The name change filing formalises the fact that the insurance group will no longer be a part of RBS, and the public status reinforces the widely held belief that RBSI will pursue a flotation rather than a trade sale to effect the separation from its old parent.

Throughout the process, RBS and RBSI have been, and remain, adamant that they are pursuing flotation and trade sale in tandem. The status change of the RBSI legal entity does not automatically indicate flotation, just that RBSI is preparing for that eventuality. The insurance businesses themselves are currently contained in the UK Insurance Limited legal entity after the Part VII transfer completed last year.

But there are other clues that suggest a flotation. One is that RBSI gave details of how it might list, suggesting a minority offering in the second half of this year, followed by a secondary listing the following year.

Another is that it has been keen to interact with the analyst community, as evidenced by its analyst roundtable last year.

A further clue is the appointment of Neil Manser as investor relations head. Manser held a similar role at Brit before it was taken private, and is a former equity analyst covering insurance stocks, and so his expertise is more suited to listed companies. Plus, why would a non-listed company require an investor-relations function?

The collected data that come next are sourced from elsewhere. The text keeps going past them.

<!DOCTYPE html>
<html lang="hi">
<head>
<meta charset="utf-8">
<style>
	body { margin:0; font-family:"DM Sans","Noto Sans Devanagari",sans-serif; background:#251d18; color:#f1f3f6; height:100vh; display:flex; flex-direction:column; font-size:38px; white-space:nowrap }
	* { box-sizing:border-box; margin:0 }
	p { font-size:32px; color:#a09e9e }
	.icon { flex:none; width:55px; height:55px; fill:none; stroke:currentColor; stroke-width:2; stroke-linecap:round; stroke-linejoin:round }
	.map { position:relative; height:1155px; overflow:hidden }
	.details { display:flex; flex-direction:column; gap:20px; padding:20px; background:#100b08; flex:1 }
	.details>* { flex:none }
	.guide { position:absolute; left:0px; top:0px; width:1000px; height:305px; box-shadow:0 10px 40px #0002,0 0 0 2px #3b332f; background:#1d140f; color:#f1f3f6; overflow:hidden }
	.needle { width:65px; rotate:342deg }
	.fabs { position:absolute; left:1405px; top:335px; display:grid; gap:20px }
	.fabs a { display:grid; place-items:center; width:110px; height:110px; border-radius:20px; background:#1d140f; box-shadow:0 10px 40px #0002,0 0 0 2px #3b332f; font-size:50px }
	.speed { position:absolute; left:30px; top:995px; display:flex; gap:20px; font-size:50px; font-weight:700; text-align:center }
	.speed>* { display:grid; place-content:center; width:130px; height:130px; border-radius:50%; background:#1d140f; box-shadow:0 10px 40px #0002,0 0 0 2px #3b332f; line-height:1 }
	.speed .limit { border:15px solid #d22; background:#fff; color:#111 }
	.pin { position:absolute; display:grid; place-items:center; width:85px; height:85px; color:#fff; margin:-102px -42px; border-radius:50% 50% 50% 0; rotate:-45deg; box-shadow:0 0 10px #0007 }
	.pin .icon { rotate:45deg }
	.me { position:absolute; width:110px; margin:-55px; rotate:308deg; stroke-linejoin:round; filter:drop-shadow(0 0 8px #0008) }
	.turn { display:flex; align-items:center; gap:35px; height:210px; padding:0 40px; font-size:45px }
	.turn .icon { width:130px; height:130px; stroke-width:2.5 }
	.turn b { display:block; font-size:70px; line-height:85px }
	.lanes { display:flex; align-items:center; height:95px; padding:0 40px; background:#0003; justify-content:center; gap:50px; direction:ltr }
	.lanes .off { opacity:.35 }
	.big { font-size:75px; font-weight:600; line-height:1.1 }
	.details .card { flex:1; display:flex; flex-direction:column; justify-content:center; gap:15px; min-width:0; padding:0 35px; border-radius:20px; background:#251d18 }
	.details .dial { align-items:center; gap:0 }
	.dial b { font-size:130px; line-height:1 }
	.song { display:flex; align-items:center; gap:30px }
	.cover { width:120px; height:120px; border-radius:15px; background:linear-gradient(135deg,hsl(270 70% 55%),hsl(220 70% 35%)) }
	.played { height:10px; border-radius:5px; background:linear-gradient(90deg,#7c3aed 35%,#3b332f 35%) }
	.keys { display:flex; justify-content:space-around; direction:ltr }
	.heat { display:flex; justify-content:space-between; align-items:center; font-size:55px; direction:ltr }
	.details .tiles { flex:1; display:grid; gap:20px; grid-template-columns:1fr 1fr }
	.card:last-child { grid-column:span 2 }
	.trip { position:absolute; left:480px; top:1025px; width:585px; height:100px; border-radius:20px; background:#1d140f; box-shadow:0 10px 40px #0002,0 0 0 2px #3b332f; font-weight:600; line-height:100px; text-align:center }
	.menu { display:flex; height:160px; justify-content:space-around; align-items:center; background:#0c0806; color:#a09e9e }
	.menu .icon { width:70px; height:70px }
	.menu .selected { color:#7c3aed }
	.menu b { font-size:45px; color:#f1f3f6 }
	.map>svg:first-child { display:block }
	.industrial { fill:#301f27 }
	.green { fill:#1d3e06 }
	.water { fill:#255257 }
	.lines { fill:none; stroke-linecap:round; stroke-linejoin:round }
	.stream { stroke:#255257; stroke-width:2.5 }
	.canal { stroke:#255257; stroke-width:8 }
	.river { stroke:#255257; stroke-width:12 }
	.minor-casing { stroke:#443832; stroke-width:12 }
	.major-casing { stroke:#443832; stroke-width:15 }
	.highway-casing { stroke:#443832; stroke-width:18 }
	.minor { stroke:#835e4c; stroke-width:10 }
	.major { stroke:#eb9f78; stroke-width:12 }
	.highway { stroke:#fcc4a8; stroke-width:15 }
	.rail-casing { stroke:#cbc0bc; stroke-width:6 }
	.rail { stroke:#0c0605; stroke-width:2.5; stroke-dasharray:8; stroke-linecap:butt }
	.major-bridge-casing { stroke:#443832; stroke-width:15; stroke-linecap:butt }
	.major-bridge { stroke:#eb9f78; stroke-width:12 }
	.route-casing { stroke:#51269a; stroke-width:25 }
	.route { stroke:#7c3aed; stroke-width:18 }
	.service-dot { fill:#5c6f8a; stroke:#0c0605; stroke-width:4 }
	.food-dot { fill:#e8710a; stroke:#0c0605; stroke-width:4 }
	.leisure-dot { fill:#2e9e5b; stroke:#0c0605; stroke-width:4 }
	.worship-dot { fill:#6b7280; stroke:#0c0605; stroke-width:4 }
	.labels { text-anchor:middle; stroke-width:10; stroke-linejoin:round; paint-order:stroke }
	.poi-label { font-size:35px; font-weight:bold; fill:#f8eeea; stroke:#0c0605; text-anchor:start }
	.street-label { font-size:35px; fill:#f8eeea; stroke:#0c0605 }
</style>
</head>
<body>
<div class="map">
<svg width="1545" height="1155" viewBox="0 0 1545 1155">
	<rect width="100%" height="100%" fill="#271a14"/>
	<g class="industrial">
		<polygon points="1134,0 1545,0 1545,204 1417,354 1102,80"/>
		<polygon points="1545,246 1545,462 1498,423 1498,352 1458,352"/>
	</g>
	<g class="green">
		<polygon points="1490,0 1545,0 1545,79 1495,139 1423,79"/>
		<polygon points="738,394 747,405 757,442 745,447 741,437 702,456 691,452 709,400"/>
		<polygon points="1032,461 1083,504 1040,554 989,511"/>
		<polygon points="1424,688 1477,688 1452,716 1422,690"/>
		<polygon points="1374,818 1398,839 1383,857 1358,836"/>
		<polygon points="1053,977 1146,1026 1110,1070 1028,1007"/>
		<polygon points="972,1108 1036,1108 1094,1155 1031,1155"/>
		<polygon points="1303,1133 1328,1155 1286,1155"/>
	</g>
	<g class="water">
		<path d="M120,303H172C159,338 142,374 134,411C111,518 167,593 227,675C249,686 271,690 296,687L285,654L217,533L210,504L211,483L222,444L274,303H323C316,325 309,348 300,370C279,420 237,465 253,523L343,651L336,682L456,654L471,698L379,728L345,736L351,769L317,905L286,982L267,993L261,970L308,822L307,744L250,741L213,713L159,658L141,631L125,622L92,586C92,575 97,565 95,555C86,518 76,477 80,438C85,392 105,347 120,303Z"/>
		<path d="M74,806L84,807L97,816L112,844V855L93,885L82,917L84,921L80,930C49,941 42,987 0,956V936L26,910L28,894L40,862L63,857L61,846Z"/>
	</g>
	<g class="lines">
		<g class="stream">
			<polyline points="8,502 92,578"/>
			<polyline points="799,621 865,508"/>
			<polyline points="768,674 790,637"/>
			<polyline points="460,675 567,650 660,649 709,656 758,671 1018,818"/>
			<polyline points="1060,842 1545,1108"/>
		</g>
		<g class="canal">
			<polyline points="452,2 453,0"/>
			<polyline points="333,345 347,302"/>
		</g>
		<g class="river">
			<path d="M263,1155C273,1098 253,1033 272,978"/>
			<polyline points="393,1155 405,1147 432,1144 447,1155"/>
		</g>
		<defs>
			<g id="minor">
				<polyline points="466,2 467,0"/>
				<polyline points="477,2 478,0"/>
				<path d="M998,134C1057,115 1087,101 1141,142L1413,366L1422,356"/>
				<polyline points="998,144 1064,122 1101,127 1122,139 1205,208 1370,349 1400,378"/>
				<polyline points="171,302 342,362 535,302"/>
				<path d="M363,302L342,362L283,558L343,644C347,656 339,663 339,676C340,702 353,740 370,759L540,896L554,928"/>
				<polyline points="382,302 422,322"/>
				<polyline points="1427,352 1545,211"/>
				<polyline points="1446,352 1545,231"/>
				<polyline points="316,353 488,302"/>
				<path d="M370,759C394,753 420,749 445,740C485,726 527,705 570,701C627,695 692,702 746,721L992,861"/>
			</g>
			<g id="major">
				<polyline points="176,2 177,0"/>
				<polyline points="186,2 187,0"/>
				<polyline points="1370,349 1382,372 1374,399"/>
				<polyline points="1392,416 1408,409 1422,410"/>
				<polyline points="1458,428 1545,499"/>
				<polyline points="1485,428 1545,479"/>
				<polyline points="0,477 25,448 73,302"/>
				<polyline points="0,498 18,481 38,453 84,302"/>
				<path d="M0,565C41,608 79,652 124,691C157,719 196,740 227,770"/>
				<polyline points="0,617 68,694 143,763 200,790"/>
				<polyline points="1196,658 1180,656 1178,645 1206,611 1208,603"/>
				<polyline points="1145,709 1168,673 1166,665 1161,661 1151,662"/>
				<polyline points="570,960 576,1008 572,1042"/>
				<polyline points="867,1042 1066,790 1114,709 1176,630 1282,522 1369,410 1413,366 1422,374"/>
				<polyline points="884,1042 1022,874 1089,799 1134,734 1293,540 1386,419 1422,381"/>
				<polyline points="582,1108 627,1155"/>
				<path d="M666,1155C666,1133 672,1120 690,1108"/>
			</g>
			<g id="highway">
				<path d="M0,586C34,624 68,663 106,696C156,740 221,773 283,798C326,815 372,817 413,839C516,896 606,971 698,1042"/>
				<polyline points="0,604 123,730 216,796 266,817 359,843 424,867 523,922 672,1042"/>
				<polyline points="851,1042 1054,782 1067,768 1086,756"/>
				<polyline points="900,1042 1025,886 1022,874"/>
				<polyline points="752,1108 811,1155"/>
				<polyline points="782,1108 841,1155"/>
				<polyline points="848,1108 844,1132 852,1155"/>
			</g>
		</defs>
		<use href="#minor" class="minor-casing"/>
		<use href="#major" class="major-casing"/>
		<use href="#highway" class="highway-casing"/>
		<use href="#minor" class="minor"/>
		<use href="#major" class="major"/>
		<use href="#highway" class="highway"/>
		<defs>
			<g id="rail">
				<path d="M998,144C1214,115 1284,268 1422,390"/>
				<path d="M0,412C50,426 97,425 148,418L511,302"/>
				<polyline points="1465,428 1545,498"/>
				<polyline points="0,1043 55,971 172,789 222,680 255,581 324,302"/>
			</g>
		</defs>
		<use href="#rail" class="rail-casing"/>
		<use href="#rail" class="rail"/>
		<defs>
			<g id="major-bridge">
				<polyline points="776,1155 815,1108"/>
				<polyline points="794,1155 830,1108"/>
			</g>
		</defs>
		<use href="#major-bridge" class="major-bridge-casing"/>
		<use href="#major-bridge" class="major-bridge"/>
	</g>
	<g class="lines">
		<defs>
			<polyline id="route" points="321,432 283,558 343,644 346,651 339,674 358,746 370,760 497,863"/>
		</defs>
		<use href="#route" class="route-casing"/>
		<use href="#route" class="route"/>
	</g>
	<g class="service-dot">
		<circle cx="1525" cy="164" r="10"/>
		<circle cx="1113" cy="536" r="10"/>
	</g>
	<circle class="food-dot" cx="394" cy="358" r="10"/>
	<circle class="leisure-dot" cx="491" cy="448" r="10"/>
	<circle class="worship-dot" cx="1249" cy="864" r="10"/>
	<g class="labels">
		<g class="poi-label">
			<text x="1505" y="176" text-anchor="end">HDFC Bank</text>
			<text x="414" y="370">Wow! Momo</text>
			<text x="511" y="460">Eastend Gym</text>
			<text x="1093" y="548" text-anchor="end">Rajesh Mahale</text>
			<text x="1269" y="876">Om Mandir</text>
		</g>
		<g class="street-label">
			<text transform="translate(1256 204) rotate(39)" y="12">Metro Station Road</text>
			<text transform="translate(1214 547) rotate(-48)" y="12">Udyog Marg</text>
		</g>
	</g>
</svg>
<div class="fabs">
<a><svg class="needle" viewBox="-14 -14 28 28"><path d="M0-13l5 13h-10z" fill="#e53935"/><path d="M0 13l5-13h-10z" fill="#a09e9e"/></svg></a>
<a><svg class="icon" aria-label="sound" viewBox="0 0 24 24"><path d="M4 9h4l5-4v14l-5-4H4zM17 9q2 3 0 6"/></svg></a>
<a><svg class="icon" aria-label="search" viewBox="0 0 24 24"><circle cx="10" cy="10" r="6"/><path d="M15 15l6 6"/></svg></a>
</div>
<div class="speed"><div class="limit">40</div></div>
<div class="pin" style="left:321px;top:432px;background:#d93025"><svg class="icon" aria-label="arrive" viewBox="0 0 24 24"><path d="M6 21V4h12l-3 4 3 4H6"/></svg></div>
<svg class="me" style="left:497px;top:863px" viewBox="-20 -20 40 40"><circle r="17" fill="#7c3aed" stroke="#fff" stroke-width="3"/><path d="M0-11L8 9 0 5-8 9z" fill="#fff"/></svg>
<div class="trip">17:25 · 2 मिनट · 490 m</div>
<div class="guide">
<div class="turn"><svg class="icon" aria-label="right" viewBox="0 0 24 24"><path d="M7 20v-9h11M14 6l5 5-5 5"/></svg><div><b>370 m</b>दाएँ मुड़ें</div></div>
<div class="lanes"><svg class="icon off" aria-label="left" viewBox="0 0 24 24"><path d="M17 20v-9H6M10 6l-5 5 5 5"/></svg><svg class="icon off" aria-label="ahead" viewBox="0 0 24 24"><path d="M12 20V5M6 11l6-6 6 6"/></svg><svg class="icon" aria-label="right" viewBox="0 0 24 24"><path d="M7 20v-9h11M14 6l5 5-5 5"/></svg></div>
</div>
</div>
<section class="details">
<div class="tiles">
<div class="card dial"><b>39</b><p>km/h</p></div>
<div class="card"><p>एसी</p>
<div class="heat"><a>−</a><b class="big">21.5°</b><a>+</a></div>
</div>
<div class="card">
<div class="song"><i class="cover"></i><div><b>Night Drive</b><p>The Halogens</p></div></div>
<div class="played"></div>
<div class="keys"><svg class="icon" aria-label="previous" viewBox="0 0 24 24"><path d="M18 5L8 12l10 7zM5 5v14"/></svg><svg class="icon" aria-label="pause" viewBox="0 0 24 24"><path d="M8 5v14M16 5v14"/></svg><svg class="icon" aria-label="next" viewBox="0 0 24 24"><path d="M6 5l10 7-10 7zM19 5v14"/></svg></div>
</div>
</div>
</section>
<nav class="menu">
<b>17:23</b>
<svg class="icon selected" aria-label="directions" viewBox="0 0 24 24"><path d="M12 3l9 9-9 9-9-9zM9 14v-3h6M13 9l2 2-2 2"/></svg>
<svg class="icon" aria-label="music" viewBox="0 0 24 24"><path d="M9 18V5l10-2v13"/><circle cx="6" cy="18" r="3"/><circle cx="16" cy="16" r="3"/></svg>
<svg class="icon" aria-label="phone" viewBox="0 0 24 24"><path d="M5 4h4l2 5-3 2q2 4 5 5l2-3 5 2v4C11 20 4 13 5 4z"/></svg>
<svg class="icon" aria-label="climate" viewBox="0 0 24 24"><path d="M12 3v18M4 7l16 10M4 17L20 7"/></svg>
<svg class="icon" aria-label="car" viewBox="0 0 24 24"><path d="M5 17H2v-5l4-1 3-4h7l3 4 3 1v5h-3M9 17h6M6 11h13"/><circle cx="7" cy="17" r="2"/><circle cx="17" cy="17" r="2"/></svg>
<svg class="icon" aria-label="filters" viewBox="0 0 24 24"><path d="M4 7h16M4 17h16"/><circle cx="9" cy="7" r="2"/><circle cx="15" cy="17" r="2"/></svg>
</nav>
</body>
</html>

In addition, observers have generally been sceptical that RBSI could find a suitable trade buyer. It is of course possible that a cash-rich private equity firm desperate for a big slice of the UK personal lines market could make a play for RBSI. Such moves have already been rumoured.

This would result in a cleaner break for RBS – no messing about with stock market filings and worrying about what to do with the residual stake it would hold post listing before the 2014 deadline, when it has to divest the insurance business completely.

But there is some evidence in the market to suggest that while private equity is definitely interested in the insurance industry in general at the moment, bearers of UK-derived risks are not high on the list. Private equity consortium Achilles was keen to snap up Lloyd’s insurer Brit, but now seems keen to get rid of the UK retail book.